Daniel Lefevre

Tidying Untidy Datasets

library(tidyverse)
Registered S3 methods overwritten by 'dbplyr':
  method         from
  print.tbl_lazy     
  print.tbl_sql      
── Attaching packages ────────────────────────────────────────────────────────────────────────────────────────────────────────────────────── tidyverse 1.3.0 ──
✓ ggplot2 3.3.3     ✓ purrr   0.3.4
✓ tibble  3.1.0     ✓ dplyr   1.0.4
✓ tidyr   1.1.2     ✓ stringr 1.4.0
✓ readr   1.4.0     ✓ forcats 0.5.0
── Conflicts ───────────────────────────────────────────────────────────────────────────────────────────────────────────────────────── tidyverse_conflicts() ──
x dplyr::filter() masks stats::filter()
x dplyr::lag()    masks stats::lag()

Untidy dataset 1

Source: https://github.com/kwstat/untidydata2/tree/master/inst/messydata

data <- read.csv("/Users/daniellefevre/Documents/DATA101/untidydata2-master/inst/messydata/agcensus-chapter1-table1-US.csv")
head(data)

This dataset has a lot of information, I am going to pare it down to some of the produce items in order to practice the pivot commands more effectively. If we wanted to work with the dataset, it would be easy enough to repeat the similar steps for the rest of the data in this file.

produce <- data %>%
  filter(commodity %in% c("OATS", "BARLEY",
                          "SOYBEANS", "BEANS", "COTTON", "TOBACCO", 
                          "HAY & HAYLAGE", "RICE", "SUNFLOWER", 
                          "SUGARBEETS", "SUGARCANE", "PEANUTS",
                          "POTATOES", "SWEET POTATOES"))
produce <- produce %>% select(c("commodity", "data.item", "X2017", "X2012",
                                "X2007", "X2002", "X1997"))
head(produce)

We’ll call this the ‘original’ data.

View(produce)

Rename the year columns:

names(produce)
[1] "commodity" "data.item" "X2017"     "X2012"     "X2007"     "X2002"     "X1997"    
names(produce) <- c("commodity", "data.item", "2017", "2012", "2007", "2002",
                    "1997")

Now we need to clean up the redundant information in the data.item column

produce[grepl("OPERATIONS", produce$data.item), ]$data.item = 
  "OPERATIONS WITH AREA HARVESTED"
produce[grepl("ACRES", produce$data.item), ]$data.item = 
  "ACRES HARVESTED"
# We could turn the production unit into a factor column, but we'll just assume
# a common unit for now
produce[grepl("PRODUCTION", produce$data.item), ]$data.item = 
  "PRODUCTION"
head(produce)

In order to “tidy” the data, “Year”, “OPERATIONS WITH AREA HARVESTED”, “ACRES HARVESTED”, and “PRODUCTION” should be columns.

view(produce)
produce %>%
  pivot_wider(names_from = data.item, values_from = value)
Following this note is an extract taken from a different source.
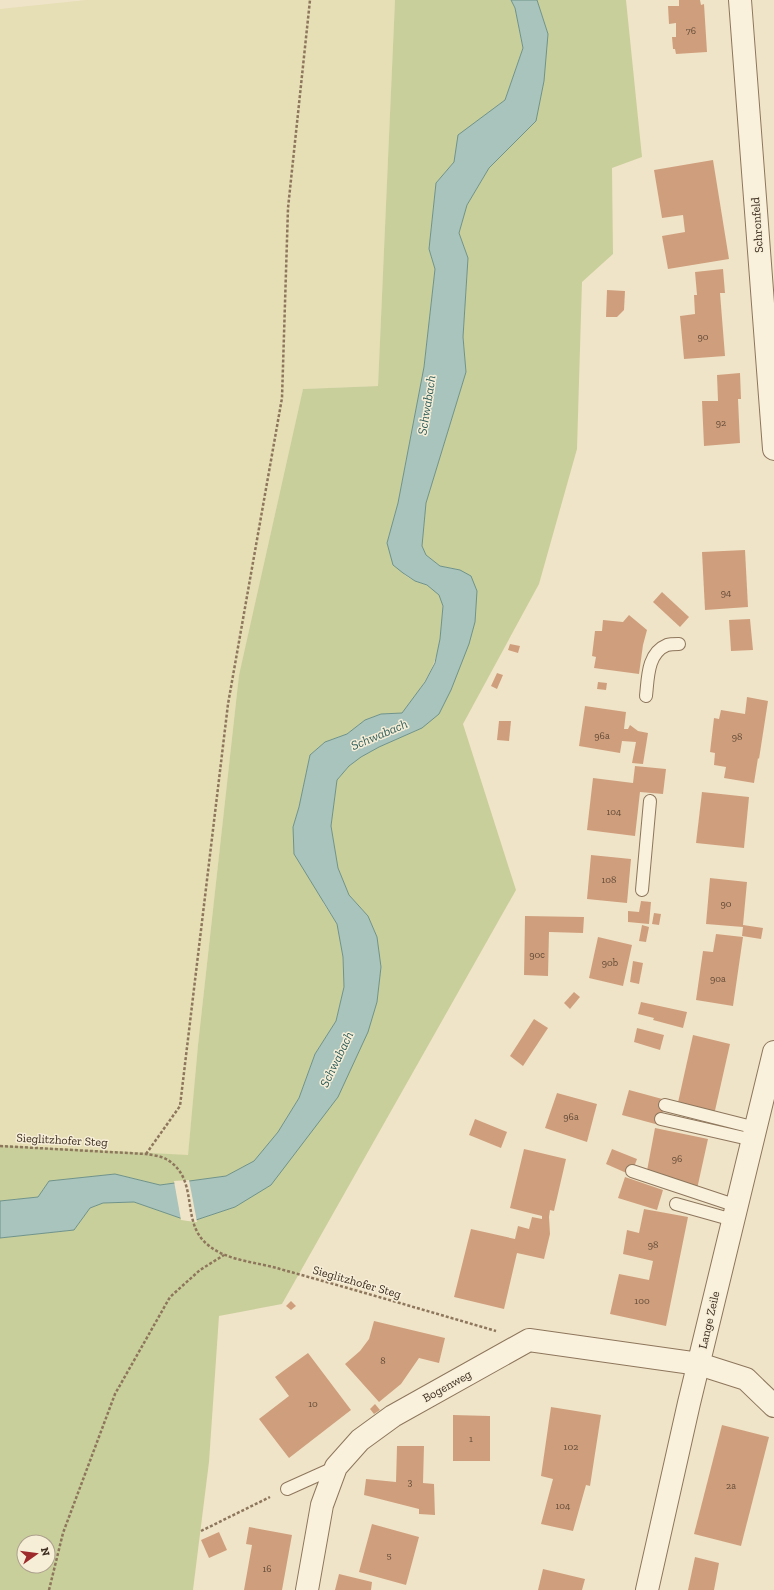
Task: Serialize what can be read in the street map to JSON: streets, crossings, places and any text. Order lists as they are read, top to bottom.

We now have the produce data arranged in a “tidy” format, where each row corresponds to a specific measurement and each column corresponds to a single variable.

Untidy dataset 2

Source: https://github.com/kwstat/untidydata2/tree/master/inst/messydata

data = read_csv("/Users/daniellefevre/Documents/DATA101/untidydata2-master/inst/messydata/gdp_by_county.csv")
view(data)
str(data)
names(data) = c("FIPS", "Countyname", "Postal", "LineCode", "IndustryName", "2012", "2013", "2014", "2015")
names(data)
data <- slice(data, 4:12459)
view(data)
data <- pivot_longer(data, cols=c("2012", "2013", "2014", "2015"), names_to = "year")
head(data)

By moving the data for years into a single column, we now have the data in a tidy format where each row represents a single measurement and each variable is represented by one column

Tidy datasets

Tidy dataset 1

The mpg dataset

head(mpg)

The mpg dataset is tidy; each variable is represented by a single column, and each row represents a specific data item (a car)

Tidy dataset 2

The Kaggle Netflix Movie dataset

Source: https://www.kaggle.com/shivamb/netflix-shows

movies <- read.csv("/Users/daniellefevre/Documents/DATA101/netflix_titles.csv")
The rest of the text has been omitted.